📝 SummarXiv

Abstract

Network meta-analysis (NMA) is widely used in healthcare decision-making, where estimates of the effect of multiple treatments on outcomes are required. For time-to-event outcomes such as survival or disease progression the most common approach is to model log hazard ratios; however, this relies on the proportional hazards assumption. Novel treatments such as immunotherapies are expected to display complex hazard functions that cannot be captured by standard parametric models, which results in non-proportional hazards when comparing treatments from different classes.

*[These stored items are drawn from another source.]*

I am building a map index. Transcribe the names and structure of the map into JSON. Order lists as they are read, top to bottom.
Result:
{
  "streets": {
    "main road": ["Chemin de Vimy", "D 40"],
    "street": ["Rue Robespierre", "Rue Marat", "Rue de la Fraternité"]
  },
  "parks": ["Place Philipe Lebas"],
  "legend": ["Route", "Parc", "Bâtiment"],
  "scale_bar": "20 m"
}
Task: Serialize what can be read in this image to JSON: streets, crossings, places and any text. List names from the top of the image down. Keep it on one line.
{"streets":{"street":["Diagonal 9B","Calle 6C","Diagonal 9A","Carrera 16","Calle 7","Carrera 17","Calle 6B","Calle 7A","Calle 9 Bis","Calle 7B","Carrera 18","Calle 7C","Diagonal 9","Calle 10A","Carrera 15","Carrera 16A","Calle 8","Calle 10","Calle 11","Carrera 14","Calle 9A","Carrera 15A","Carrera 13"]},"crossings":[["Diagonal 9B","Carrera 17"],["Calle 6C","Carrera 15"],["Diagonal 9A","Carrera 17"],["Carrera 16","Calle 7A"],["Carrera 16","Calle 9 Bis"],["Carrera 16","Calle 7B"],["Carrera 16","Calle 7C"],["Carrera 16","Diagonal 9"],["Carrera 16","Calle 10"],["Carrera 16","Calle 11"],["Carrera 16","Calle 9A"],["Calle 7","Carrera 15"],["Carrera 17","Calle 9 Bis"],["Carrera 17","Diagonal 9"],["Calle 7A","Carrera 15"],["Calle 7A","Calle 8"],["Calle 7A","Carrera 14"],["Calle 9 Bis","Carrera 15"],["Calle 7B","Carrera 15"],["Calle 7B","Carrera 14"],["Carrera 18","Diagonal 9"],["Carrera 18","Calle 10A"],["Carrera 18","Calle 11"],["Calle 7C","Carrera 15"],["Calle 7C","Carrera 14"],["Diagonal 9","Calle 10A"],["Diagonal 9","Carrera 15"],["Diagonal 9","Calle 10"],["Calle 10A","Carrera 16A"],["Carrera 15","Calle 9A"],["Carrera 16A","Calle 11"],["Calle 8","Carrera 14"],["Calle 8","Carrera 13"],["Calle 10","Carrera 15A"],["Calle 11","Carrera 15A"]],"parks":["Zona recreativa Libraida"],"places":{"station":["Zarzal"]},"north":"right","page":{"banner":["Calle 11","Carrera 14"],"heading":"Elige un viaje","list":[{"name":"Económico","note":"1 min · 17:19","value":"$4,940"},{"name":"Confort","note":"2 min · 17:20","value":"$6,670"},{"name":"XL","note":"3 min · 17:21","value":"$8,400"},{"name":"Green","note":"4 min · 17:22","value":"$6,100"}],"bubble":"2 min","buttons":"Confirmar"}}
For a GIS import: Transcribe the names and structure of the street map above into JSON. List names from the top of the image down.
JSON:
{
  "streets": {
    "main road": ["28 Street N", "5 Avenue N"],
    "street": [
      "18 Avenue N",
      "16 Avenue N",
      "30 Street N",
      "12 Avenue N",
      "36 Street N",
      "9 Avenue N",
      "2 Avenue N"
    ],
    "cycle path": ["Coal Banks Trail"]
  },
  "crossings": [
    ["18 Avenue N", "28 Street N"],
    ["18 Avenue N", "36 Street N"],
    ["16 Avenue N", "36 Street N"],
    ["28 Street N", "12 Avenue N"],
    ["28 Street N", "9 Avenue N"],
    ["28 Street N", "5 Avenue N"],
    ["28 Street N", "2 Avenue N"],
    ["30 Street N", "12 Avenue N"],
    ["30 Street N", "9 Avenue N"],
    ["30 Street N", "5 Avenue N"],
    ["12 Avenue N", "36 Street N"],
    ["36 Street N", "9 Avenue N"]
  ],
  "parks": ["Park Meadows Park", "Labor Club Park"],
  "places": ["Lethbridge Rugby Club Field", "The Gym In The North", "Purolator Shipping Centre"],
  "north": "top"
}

As a result, alternative models such as fractional polynomials or restricted cubic splines are often used. These allow substantial flexibility on the shape of the baseline hazard, but require time-consuming model selection or are intractable for Bayesian analysis. We propose a flexible NMA model using M-splines on the baseline hazard, with a novel weighted random walk prior distribution that provides shrinkage to avoid overfitting and is invariant to the choice of knots and timescale. Non-proportional hazards are modelled either by stratifying by treatment or by introducing treatment effects on the spline coefficients, and covariates may be included on the log hazard rate and spline coefficients. Treatment and covariate effects on the spline coefficients are given random walk prior distributions to smoothly model departures from proportionality over time. The methods are implemented in the user-friendly R package multinma, which supports analyses with aggregate data, individual participant data, or mixtures of both. We apply the methods to a NMA of progression-free survival with treatments for non-small cell lung cancer.